Nigel Parker, CEO of Ok Tedi Mining Limited, has more than 30 years experience in the resources sector. He has spent 16 years in management roles for BHP Steel and Bluescope Steel, working in the US, Sri Lanka, Thailand, China, Papua New Guinea, and Australia.
The CEO Magazine caught up with Nigel to look at the challenges and triumphs of Ok Tedi, at the history of the mine, and the environmental issues that have arisen in its past.
The CEO Magazine: Can you highlight some of the challenges that come from working in Papua New Guinea?
Nigel: Papua New Guinea is an emerging nation, 39 years as an independent nation with all those learning experiences.
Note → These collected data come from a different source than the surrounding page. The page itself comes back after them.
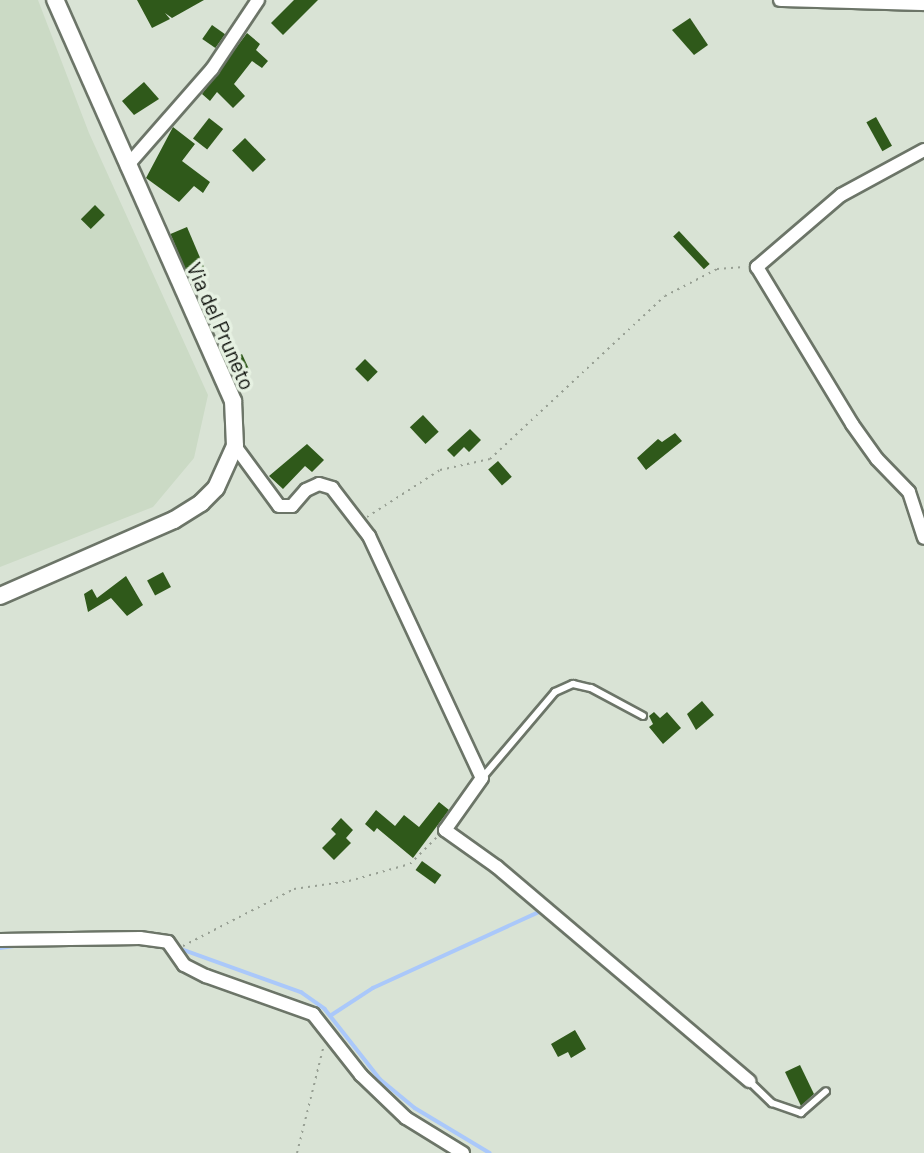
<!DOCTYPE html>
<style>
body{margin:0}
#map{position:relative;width:924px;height:1153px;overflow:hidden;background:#d9e3d5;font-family:Barlow,sans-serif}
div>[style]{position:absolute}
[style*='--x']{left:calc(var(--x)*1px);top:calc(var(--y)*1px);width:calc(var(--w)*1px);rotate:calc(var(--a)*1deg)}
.built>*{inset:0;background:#cbdac5}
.stream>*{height:3.5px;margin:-1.75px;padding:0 1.75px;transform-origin:1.75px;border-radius:1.75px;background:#aac8fa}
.building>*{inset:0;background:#2f591a;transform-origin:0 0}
.path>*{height:2px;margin-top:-1px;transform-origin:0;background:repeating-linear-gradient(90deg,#979f93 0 2px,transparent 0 7px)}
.roads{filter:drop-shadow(2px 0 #6c7568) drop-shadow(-2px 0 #6c7568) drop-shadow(0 2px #6c7568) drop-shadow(0 -2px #6c7568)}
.service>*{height:6px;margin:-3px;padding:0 3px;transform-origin:3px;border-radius:3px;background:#fff}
.minor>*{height:12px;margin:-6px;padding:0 6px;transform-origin:6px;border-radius:6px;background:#fff}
.tertiary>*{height:16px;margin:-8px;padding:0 8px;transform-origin:8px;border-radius:8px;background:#fff}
span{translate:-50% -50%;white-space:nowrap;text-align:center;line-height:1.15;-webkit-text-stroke:7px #e6f1e2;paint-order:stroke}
.street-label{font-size:21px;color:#0a0d08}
</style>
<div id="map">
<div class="built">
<i style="clip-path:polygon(0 0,38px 0,89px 133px,208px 395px,194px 458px,153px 507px,0 567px)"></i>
</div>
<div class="stream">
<i style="--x:0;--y:948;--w:21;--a:-8"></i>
<i style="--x:178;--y:948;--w:131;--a:19.7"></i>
<i style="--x:301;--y:992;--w:29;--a:35"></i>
<i style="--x:325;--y:1009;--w:89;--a:51.8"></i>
<i style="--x:380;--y:1079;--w:45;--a:39.6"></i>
<i style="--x:415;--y:1108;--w:87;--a:31"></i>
<i style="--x:330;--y:1016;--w:51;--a:-33.1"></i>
<i style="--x:373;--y:988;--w:183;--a:-24.6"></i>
</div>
<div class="building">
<i style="clip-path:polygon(137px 0,204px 0,172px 18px,165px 13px,170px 19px,152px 28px)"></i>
<i style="clip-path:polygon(294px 0,318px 0,283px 35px,271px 23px)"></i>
<i style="clip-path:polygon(690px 18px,708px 45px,694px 55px,672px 30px)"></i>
<i style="left:212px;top:25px;width:16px;height:17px;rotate:35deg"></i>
<i style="clip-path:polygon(247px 33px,260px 44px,256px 50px,268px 61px,262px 68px,252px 61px,234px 84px,245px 96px,233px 108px,217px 92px,210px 101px,202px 94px)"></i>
<i style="clip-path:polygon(144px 82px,159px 99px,134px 115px,122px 101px)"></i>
<i style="left:876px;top:117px;width:33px;height:11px;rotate:61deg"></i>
<i style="left:209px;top:118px;width:18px;height:26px;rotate:38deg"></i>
<i style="clip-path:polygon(173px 127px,195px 144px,182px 161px,210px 182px,203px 193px,194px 186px,179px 202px,146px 178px)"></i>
<i style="left:245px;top:138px;width:30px;height:18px;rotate:46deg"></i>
<i style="left:95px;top:205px;width:14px;height:20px;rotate:45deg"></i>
<i style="left:187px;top:227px;width:44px;height:18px;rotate:67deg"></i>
<i style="left:679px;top:231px;width:45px;height:8px;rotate:47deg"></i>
<i style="left:242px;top:354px;width:17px;height:16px;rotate:65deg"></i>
<i style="left:365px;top:359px;width:18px;height:14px;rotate:45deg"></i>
<i style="left:423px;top:415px;width:23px;height:18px;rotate:47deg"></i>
<i style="clip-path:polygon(470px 429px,481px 440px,469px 452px,464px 447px,454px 457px,447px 450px)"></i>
<i style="clip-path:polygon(675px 433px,682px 441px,646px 470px,637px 458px,658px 439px,662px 442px)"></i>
<i style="clip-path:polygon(307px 444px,324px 460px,312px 472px,305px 466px,283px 489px,269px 476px)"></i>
<i style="left:498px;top:461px;width:21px;height:13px;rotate:49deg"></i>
<i style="left:163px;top:572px;width:17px;height:18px;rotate:62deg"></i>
<i style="clip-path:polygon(126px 576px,143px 605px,127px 616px,111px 598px,88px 612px,84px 594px,92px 589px,97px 598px)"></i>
<i style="clip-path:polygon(702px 701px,714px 715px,696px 730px,687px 714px)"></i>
<i style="clip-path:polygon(654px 712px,660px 718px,667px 712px,681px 728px,663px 744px,649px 727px,653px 724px,649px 716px)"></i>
<i style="clip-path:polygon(439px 802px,449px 810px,413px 858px,377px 828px,374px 832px,365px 824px,376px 810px,395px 826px,404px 815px,419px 827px)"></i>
<i style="clip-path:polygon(341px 818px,353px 830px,346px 838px,351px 843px,334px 860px,322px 848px,336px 834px,331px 829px)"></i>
<i style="left:422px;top:861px;width:24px;height:11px;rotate:36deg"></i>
<i style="clip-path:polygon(575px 1030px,586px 1049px,571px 1058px,568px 1052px,558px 1057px,551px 1044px)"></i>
<i style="clip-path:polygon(800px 1065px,814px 1094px,801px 1106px,785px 1072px)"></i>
</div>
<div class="path">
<i style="--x:367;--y:517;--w:87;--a:-32.8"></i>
<i style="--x:440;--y:470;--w:51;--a:-12.4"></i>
<i style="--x:490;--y:459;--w:239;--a:-43"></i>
<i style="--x:665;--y:296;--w:59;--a:-27.4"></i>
<i style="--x:717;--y:269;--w:27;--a:-4"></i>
<i style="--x:183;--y:946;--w:125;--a:-27.2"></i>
<i style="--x:294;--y:889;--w:56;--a:-8.3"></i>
<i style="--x:349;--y:881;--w:63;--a:-15.6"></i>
<i style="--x:410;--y:864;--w:38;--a:-45"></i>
<i style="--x:297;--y:1153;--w:111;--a:-76"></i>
</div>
<div class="roads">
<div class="service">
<i style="--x:482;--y:778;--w:113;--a:-49.7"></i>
<i style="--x:555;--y:692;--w:20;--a:-24"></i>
<i style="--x:573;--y:684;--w:18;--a:13"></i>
<i style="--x:591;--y:688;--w:59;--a:28.3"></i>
<i style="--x:749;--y:1081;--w:32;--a:44"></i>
<i style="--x:772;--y:1103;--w:31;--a:19"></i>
<i style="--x:801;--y:1113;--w:33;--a:-41"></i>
</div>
<div class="minor">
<i style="--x:780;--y:0;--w:144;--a:1.6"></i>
<i style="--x:924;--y:150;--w:94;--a:151.5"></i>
<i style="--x:841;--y:195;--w:111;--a:139.4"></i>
<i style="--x:757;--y:267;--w:184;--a:58.8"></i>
<i style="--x:852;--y:424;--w:43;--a:54.5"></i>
<i style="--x:877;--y:459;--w:46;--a:45.9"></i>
<i style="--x:909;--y:492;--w:48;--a:71.9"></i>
<i style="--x:127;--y:166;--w:129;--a:-48.8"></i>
<i style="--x:212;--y:69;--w:83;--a:-56.3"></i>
<i style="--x:235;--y:446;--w:74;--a:53.7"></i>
<i style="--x:279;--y:506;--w:13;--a:0"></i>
<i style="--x:292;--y:506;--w:21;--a:-49"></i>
<i style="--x:306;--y:490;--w:14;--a:-25"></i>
<i style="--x:319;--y:484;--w:14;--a:17"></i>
<i style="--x:332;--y:488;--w:61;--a:52.4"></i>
<i style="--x:369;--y:536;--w:267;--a:65"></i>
<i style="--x:482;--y:778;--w:64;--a:125.4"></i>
<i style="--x:445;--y:830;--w:64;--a:35.4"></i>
<i style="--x:497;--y:867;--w:331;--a:40.3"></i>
<i style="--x:0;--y:940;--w:140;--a:-0.8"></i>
<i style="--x:140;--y:938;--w:28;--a:8"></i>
<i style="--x:168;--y:942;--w:28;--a:55"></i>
<i style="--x:184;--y:965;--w:25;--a:27"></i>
<i style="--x:206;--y:976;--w:114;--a:19.6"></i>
<i style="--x:313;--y:1014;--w:78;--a:51.8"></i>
<i style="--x:361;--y:1075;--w:62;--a:43.7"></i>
<i style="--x:406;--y:1118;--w:67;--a:31.6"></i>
</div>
<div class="tertiary">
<i style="--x:0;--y:596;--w:190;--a:-23.6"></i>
<i style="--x:174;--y:520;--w:32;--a:-32"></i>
<i style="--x:201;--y:503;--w:21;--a:-45"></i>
<i style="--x:216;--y:488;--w:46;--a:-65.7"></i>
<i style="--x:235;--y:446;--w:45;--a:-92.5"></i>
<i style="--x:233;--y:401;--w:439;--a:-113.9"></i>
</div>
</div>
<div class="street-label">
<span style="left:221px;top:326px;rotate:66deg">Via del Pruneto</span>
</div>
</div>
It’s a nation that I think has some issues with the old Australian culture still overlaying its age-old cultures. You’ve got a falling away of the old Australian education system after the past 39 years, which the current Prime Minister is trying to rectify. You’ve got administrative structures, like Australian-style municipal councils that dont work in PNG.
A strong hope that I have is that PNG can start to work its way through government and administrative-type areas in particular to develop more appropriate governance models that are more aligned to their own cultures. The issue with expats is that that were not born into those cultures, so although you become reasonably aligned to the cultural thinking and the cultural ways, not being born into those cultures means you’ll never be able to understand the subtleties.